PROBLEM TO SOLVE:
The full listing, returned exactly and free of pictures, is the expected answer.

INPUT Block Start

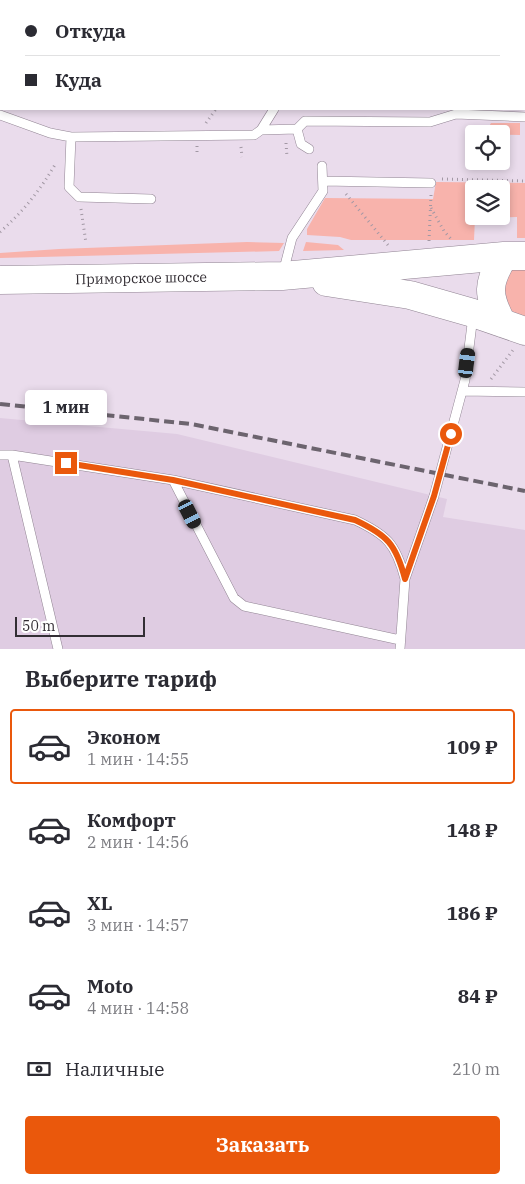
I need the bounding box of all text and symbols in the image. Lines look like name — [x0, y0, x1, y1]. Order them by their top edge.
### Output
text: Откуда — [55, 19, 126, 43]
text: Куда — [55, 68, 102, 92]
map controls — [465, 125, 510, 225]
button: locate — [465, 125, 510, 170]
button: layers — [465, 180, 510, 225]
street label: Приморское шоссе — [75, 268, 207, 288]
car — [457, 347, 476, 379]
callout: 1 мин — [25, 390, 107, 426]
text: 1 мин — [43, 397, 89, 417]
route start — [440, 423, 462, 445]
route end — [55, 452, 77, 474]
car — [176, 497, 203, 531]
scale bar — [15, 614, 145, 637]
text: 50 m — [22, 617, 55, 635]
text: Выберите тариф — [25, 664, 217, 693]
icon: car — [27, 724, 72, 769]
text: Эконом — [87, 725, 160, 749]
text: 109 ₽ — [446, 735, 498, 759]
text: 1 мин · 14:55 — [87, 749, 189, 769]
icon: car — [27, 807, 72, 852]
text: Комфорт — [87, 808, 176, 832]
text: 148 ₽ — [446, 818, 498, 842]
text: 2 мин · 14:56 — [87, 832, 189, 852]
icon: car — [27, 890, 72, 935]
text: XL — [87, 891, 113, 915]
text: 186 ₽ — [446, 901, 498, 925]
text: 3 мин · 14:57 — [87, 915, 189, 935]
icon: car — [27, 973, 72, 1018]
text: Moto — [87, 974, 133, 998]
text: 84 ₽ — [458, 984, 498, 1008]
text: 4 мин · 14:58 — [87, 998, 189, 1018]
icon: cash — [25, 1055, 53, 1083]
text: Наличные — [65, 1057, 164, 1081]
text: 210 m — [452, 1059, 500, 1079]
button: Заказать — [25, 1116, 500, 1174]

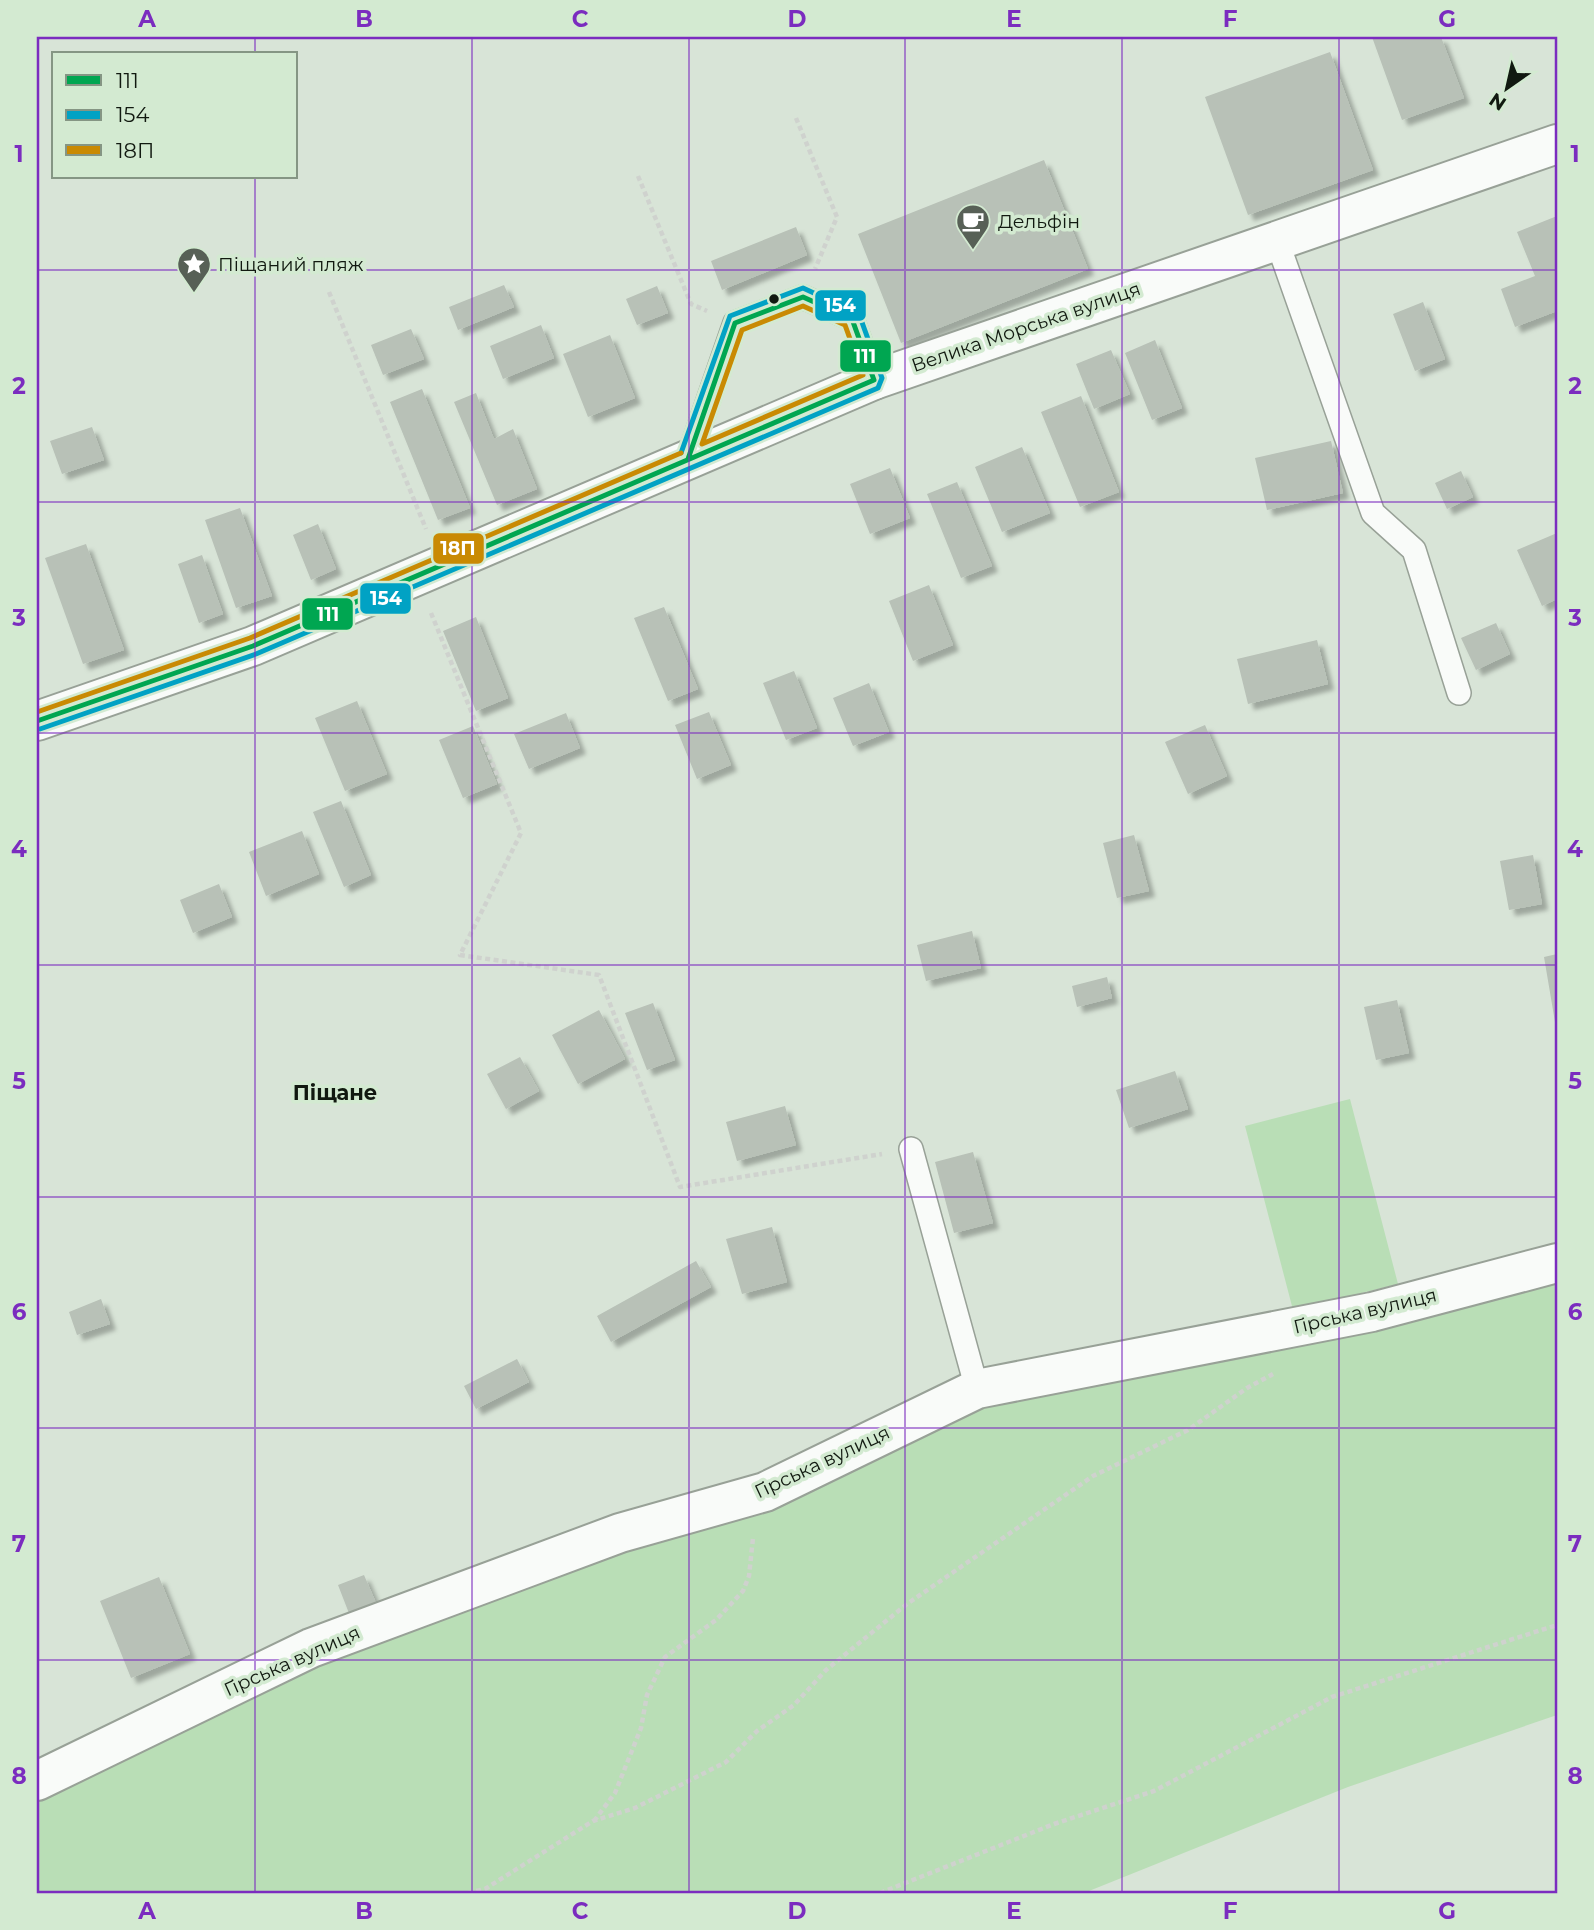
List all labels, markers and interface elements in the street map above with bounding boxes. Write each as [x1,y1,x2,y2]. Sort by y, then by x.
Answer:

INPUT Block End

WRITTEN ANSWER:
I need the bounding box of all text and symbols in the image. Lines look like name — [x0, y0, x1, y1]. Order them by their top edge.
### Output
text: Откуда — [55, 19, 126, 43]
text: Куда — [55, 68, 102, 92]
map controls — [465, 125, 510, 225]
button: locate — [465, 125, 510, 170]
button: layers — [465, 180, 510, 225]
street label: Приморское шоссе — [75, 268, 207, 288]
car — [457, 347, 476, 379]
callout: 1 мин — [25, 390, 107, 426]
text: 1 мин — [43, 397, 89, 417]
route start — [440, 423, 462, 445]
route end — [55, 452, 77, 474]
car — [176, 497, 203, 531]
scale bar — [15, 614, 145, 637]
text: 50 m — [22, 617, 55, 635]
text: Выберите тариф — [25, 664, 217, 693]
icon: car — [27, 724, 72, 769]
text: Эконом — [87, 725, 160, 749]
text: 109 ₽ — [446, 735, 498, 759]
text: 1 мин · 14:55 — [87, 749, 189, 769]
icon: car — [27, 807, 72, 852]
text: Комфорт — [87, 808, 176, 832]
text: 148 ₽ — [446, 818, 498, 842]
text: 2 мин · 14:56 — [87, 832, 189, 852]
icon: car — [27, 890, 72, 935]
text: XL — [87, 891, 113, 915]
text: 186 ₽ — [446, 901, 498, 925]
text: 3 мин · 14:57 — [87, 915, 189, 935]
icon: car — [27, 973, 72, 1018]
text: Moto — [87, 974, 133, 998]
text: 84 ₽ — [458, 984, 498, 1008]
text: 4 мин · 14:58 — [87, 998, 189, 1018]
icon: cash — [25, 1055, 53, 1083]
text: Наличные — [65, 1057, 164, 1081]
text: 210 m — [452, 1059, 500, 1079]
button: Заказать — [25, 1116, 500, 1174]

List all labels, markers and interface elements in the street map above with bounding boxes. Write each as [x1,y1,x2,y2]. Sort by y, then by x.
Answer:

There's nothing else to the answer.